I dunno for sure yet...I'm just messin' with ya!


----------



## likespaphs (Oct 21, 2006)

Heather said:


> ...I'm just messin' with ya!



ditto, but you better watch yer step...
:viking:


----------



## likespaphs (Oct 23, 2006)

okay, here it is, the vendor list:

Mountain Orchids
RR#1, Box 390
ATTN: Darrin Norton
Ludlow, VT 05149
[email protected]

A & P Orchids
110 Peters Road
ATTN: Nick Mancieri
Swansea, MA 02777
[email protected]

Brennan’s Orchids
PO Box 587
ATTN: Patrick Brennan
Mt. Jackson, VA 22842
[email protected]

Wickford Orchids
8 Brown Street
ATTN: Mike Sheridan
Wickford, RI 02852
[email protected]

J & L Orchids
20 Sherwood Road
ATTN: Cordelia Head
Easton, CT 06612
[email protected]

Marlow’s Orchids
2272 Scottsville Road
ATTN: Jim Marlow
Scottsville, NY 14546
[email protected]

Kinderwassa Acres Orchids
103 Tsatsawassa Lake Road
Attn: Kim Metzler
East Nassau, New York 12062
[email protected]

Carri Raven-Riemann
the orchidPhile
182 Guinea Road
Stamford, CT 06903
[email protected]

Kelley’s Korner Orchid Supplies
24 Pocahontas Road
ATTN: Ulla & Jan Jurrissen
Kittery Point, ME 03905
[email protected]

Main Street Orchids
222 Blue School Rd
Attn: Michael & Sharon Kauffman
Perkasie, PA 18944
[email protected]

Mystic Mountain Orchids
20 Creeper Hill Road
ATTN: Mark Van Dyke
North Grafton, Ma 01536-1402
[email protected]

Robert Hesse *
6 Sargent Road
Winchester, Ma 01890-3422
[email protected]

Andre Godbout *
277 Terrill
Sherbrooke, Quebec
Canada J1E1L3
[email protected]

Jai Kelly *
16 Albemarle Rd
Newton, Ma 02460
[email protected]

* = arts and crafts


----------



## kentuckiense (Oct 23, 2006)

Brennan's Orchids is my local grower here in the middle of nowhere. They're nice people!


----------



## Heather (Oct 24, 2006)

What happened? I thought Gypsy Glen was going to be there?


----------



## aquacorps (Oct 24, 2006)

He will be keeping Ron out of trouble in Peru.


----------



## Heather (Oct 24, 2006)

aquacorps said:


> He will be keeping Ron out of trouble in Peru.

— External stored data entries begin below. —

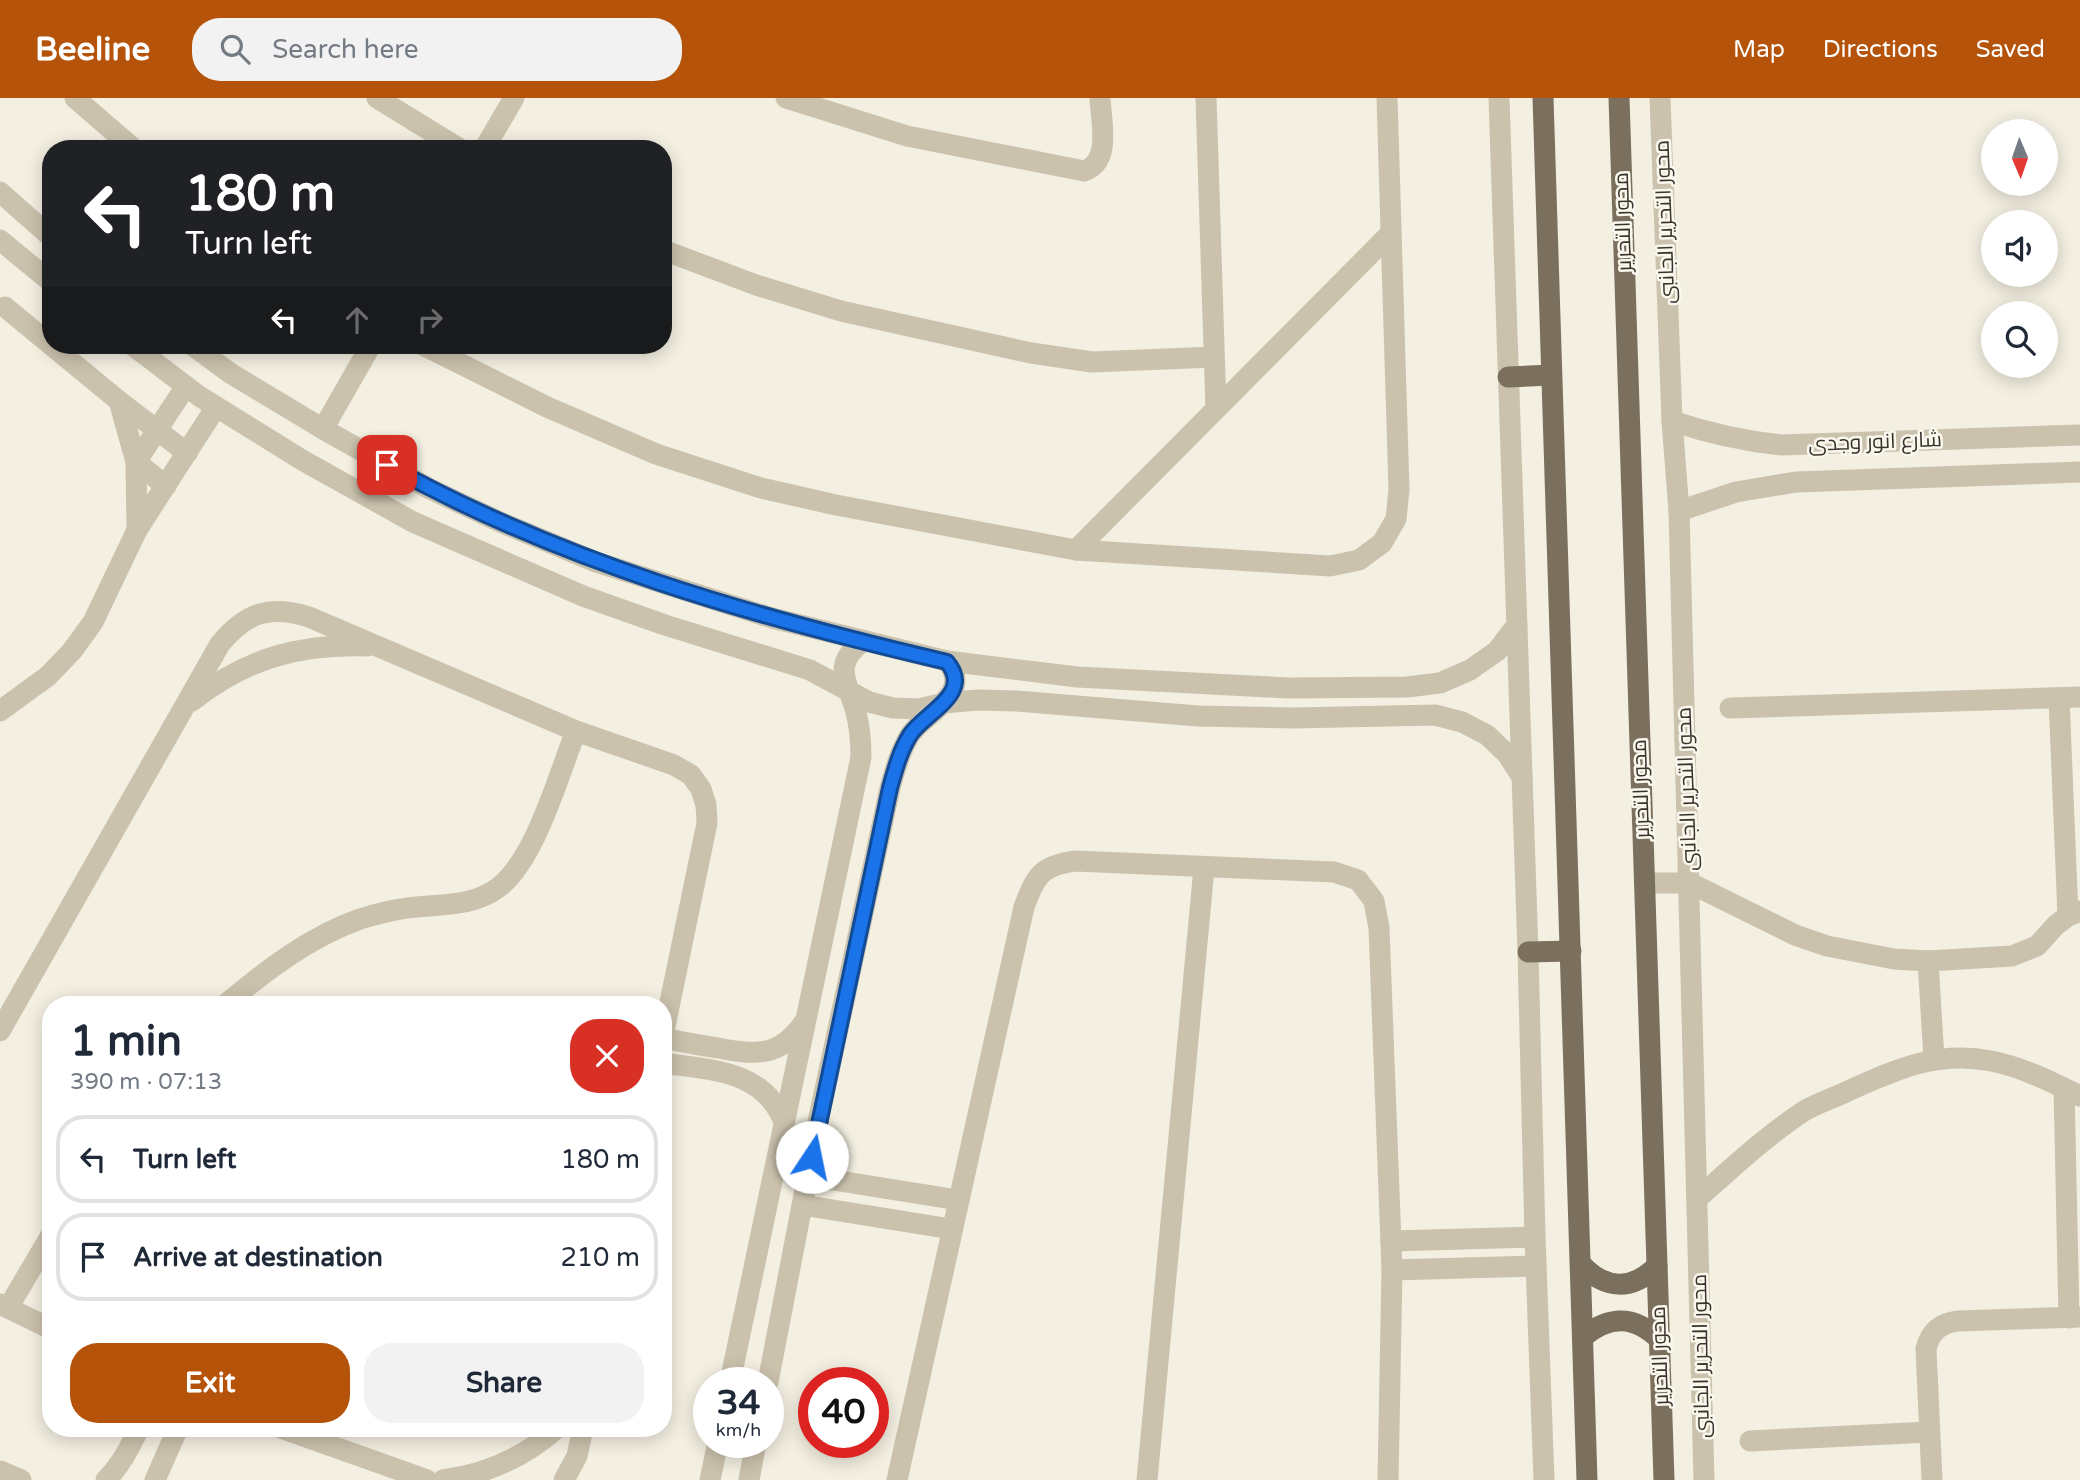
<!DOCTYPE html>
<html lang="en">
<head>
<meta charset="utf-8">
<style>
	:root { --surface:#fff; --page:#f2f2f3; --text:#1f2937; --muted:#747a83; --line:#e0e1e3; --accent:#b45309 }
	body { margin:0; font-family:"Varela Round",Cairo,sans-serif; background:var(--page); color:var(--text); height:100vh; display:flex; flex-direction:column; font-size:26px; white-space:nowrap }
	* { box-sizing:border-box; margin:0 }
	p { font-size:23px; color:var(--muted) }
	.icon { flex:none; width:38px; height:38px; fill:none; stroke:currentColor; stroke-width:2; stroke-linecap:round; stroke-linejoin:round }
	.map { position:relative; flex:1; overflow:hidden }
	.drawer { position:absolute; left:42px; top:898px; width:630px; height:441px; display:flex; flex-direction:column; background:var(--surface); border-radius:28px; box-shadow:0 4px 18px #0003 }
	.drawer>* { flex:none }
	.guide { position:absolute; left:42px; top:42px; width:630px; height:214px; border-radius:28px; box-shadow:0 4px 18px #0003; background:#202124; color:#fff; overflow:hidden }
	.needle { width:46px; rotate:178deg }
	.tools { position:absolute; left:1981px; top:21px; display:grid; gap:14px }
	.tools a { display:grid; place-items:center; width:77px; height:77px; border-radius:50%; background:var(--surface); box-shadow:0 4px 18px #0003; font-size:35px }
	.speed { position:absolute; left:693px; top:1269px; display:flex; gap:14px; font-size:35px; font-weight:700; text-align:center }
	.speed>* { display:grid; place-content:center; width:91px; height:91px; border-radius:50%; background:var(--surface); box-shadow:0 4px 18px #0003; line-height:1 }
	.speed small { font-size:18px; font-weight:400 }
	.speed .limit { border:10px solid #d22; background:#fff; color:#111 }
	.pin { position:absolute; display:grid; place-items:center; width:60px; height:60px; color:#fff; margin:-30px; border-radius:14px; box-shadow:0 4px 10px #0006 }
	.me { position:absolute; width:77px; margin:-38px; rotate:11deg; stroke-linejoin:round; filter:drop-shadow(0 0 5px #0008) }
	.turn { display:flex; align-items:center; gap:24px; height:147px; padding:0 28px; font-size:32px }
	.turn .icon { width:91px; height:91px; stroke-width:2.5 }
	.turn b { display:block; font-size:49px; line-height:60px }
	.lanes { display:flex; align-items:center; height:66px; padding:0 28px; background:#0003; justify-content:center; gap:35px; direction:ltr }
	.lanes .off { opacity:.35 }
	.round { display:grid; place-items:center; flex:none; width:74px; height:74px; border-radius:28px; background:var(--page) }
	.headline { display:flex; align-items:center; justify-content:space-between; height:119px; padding:0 28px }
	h1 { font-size:42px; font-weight:700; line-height:52px }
	.button { display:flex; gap:14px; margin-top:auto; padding:14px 28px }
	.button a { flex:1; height:80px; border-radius:28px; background:var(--accent); color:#fff; font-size:28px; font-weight:700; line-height:80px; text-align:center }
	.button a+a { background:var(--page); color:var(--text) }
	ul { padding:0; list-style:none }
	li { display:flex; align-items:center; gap:21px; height:88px; margin:0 14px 10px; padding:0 14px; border:4px solid var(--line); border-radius:28px }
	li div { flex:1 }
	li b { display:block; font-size:26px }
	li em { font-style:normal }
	header { display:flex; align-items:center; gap:42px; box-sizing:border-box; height:98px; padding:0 35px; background:var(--accent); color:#fff }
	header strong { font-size:33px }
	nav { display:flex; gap:38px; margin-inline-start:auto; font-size:24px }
	.search { width:490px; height:63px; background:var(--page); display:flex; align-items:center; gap:18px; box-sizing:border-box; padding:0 24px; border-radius:28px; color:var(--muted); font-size:26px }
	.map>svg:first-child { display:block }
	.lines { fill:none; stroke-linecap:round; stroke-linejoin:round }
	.minor { stroke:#cbc2ad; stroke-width:21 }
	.major { stroke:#7b6f5d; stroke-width:21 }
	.route-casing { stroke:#114b97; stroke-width:18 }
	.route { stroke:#1a73e8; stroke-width:12 }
	.labels { text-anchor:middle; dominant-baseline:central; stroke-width:5; stroke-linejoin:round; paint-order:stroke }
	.street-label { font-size:21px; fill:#39332b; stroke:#faf8ee }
</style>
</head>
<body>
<header>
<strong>Beeline</strong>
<div class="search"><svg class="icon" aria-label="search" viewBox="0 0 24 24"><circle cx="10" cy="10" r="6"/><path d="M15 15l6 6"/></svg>Search here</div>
<nav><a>Map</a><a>Directions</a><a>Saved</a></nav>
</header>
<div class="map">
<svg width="2080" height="1382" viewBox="0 0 2080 1382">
	<rect width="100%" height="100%" fill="#f3efe1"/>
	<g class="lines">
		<g class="minor">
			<polyline points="75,0 134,51"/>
			<polyline points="377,0 460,51"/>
			<path d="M 786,0 L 907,38 L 1084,73 C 1112,64 1101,23 1100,0"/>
			<polyline points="1206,0 1216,311"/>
			<polyline points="1499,0 1528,854 1535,1139 1544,1382"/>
			<polyline points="1660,0 1672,323 1679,413 1704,1382"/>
			<polyline points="484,51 514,0"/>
			<polyline points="0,94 51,139"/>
			<polyline points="0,142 51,184"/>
			<polyline points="663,152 756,187 841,213 1031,255 1092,264 1214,259"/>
			<polyline points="5,209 119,303 187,355"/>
			<polyline points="132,247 199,298 302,362 413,424 583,498 665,527 810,572 869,604 893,610 919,611 944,605 977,602 1016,603 1198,618 1294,620 1435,617 1462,624 1487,637 1507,656 1522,679"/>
			<polyline points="192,247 230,275 323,331 430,391 500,424 596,464 772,520 947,563 1077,579 1289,590 1407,589 1440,585 1470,572 1497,553 1517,527"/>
			<polyline points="423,247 547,309 656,356 761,390 836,407 1076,452 1330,468 1359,462 1382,445 1396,421 1399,392 1387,0"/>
			<path d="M 1672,323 C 1708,335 1743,343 1781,347 L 2080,337"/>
			<polyline points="323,331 371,247"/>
			<polyline points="166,388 136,364 186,288"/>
			<polyline points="1679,413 1736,394 1796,384 2080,374"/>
			<polyline points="137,432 216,309"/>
			<polyline points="1076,452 1391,135"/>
			<polyline points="2059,600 2068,818"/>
			<path d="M 192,603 C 247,560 299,546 367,548"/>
			<polyline points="1730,610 2080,599"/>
			<polyline points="0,613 48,578 72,553 93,524 137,432 136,364 119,303"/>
			<polyline points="1645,785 1690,785 1795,837 1827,848 1894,861 1928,863 2012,858 2037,848 2056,827 2068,818 2080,813"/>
			<polyline points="1928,863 1934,961"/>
			<path d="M 226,906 C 265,873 311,838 360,821 C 373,817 388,813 401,811 C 434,805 471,811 499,789 C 536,760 558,678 576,633"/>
			<path d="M 0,933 L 220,546 C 246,514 270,507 309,519 L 576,633 L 674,667 L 691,677 L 701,691 L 706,707 L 707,725 L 663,938"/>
			<path d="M 663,940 C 681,944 700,947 718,950 C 756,957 780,960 805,923"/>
			<path d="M 663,965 C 711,972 764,972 784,1024"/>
			<polyline points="2064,990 2069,1220"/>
			<polyline points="808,1078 958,1102"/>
			<path d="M 1697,1101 C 1731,1071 1766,1038 1804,1013 C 1817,1005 1834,1000 1848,993 C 1895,972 1937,952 1991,963 C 2022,969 2052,984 2080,998"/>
			<polyline points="802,1107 951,1131"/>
			<polyline points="1391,1143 1535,1139"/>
			<polyline points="1392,1172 1536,1168"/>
			<polyline points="0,1206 51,1231"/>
			<polyline points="8,1210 51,1137"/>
			<path d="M 730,1284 L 861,659 C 861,644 860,630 856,614 C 848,585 831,567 862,544"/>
			<path d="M 768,1284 L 819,1019 L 890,690 C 895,672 900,653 910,637 C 925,614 974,596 947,563"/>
			<polyline points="281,1330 427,1382"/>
			<polyline points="1750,1343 1929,1334"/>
			<polyline points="0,1373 21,1382"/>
			<path d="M 106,1382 C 121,1367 130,1349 139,1330"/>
			<polyline points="155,1382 178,1330"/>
			<path d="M 443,1382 C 486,1376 525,1359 557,1330"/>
			<polyline points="564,1382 577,1358 583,1330"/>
			<polyline points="710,1382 718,1344"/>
			<polyline points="749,1382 756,1344"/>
			<path d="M 897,1382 L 1024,809 C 1036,778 1040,768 1075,763 L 1334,774 L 1358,782 L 1374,803 L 1379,830 L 1392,1172 L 1388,1382"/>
			<polyline points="1147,1382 1204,770"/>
			<path d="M 1932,1382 L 1926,1251 C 1930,1234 1940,1225 1958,1223 L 2080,1219"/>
		</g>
		<g class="major">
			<polyline points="1543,0 1587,1382"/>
			<polyline points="1619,0 1664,1382"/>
			<polyline points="1508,279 1551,277"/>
			<polyline points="1528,854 1571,853"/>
			<path d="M 1581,1166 C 1605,1192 1632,1193 1657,1168"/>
			<path d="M 1583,1239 C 1610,1217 1634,1217 1660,1242"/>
		</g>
	</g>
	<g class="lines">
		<defs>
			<path id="route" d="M 387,367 C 561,464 754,519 947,564 C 974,596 925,614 910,637 C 900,653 895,672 890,690 L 812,1059"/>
		</defs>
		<use href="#route" class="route-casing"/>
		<use href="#route" class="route"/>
	</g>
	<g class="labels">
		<g class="street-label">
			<text transform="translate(1623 124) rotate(-92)">محور التحرير</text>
			<text transform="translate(1665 124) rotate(-92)">محور التحرير الجانبى</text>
			<text transform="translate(1875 344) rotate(-2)">شارع انور وجدى</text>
			<text transform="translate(1641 691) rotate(-92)">محور التحرير</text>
			<text transform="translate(1687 691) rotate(-92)">محور التحرير الجانبى</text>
			<text transform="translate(1660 1258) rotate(-92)">محور التحرير</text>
			<text transform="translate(1701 1258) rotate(-91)">محور التحرير الجانبى</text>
		</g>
	</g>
</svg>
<div class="tools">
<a><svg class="needle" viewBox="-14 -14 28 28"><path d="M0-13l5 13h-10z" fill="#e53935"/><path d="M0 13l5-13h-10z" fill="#747a83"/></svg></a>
<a><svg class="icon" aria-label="sound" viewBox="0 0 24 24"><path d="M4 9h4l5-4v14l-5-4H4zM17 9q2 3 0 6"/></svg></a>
<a><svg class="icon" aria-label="search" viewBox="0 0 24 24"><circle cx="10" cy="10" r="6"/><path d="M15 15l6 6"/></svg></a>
</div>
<div class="speed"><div>34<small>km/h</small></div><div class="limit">40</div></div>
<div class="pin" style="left:387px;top:367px;background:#d93025"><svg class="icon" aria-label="arrive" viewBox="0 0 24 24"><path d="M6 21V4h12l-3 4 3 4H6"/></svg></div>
<svg class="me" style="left:812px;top:1059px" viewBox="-20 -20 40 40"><circle r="19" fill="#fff"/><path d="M0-13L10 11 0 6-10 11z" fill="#1a73e8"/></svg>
<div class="guide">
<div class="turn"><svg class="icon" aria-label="left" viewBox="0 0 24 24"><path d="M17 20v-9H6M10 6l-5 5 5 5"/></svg><div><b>180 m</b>Turn left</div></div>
<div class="lanes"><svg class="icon" aria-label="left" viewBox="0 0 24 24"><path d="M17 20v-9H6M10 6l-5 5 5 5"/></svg><svg class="icon off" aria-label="ahead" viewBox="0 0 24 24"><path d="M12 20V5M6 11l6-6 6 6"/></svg><svg class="icon off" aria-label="right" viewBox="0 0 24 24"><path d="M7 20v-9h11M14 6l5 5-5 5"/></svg></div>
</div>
<section class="drawer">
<div class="headline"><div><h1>1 min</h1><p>390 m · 07:13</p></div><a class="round" style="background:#d93025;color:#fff"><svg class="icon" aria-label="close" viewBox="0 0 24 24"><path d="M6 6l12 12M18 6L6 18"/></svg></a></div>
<ul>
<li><svg class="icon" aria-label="left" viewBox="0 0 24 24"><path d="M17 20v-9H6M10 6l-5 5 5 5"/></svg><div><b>Turn left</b></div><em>180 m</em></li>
<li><svg class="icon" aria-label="arrive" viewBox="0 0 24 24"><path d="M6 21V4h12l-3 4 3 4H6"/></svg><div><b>Arrive at destination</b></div><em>210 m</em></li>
</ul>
<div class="button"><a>Exit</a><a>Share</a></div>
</section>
</div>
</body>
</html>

Glen Decker, yes, but I thought Dennis D'alessandroi was doing the MA show this year. Did I dream that?


----------



## Marco (Oct 24, 2006)

yup along with orlando bloom


----------



## Heather (Oct 24, 2006)

I have not dreamt of Orlando in days....weeks maybe even.


----------



## Heather (Oct 26, 2006)

Well, we had a nice time today setting up for the MOS show. This is the first time I've worked on a display for the NHOS (or anyone for that matter). It was a good experience, but I realize how rough people are with plants that aren't theirs! 

We had so many large specimen plants that I thought the smaller plants and species got a bit lost. Still...here's a photo of our display. 







I am at my mom's and having connectivity issues, so will have to wait to post more photos until later. Other displays looked great, especially J&L's and A&P had some great plants, including a bunch of 'The Queen'. 

Tomorrow's clerking, which I'm looking forward to. Hopefully everyone who wishes will get on the slipper team...otherwise, Brian and I are going to fight for it. oke:


----------



## SlipperFan (Oct 26, 2006)

Nice display. Someone did a lot of work putting it together.


----------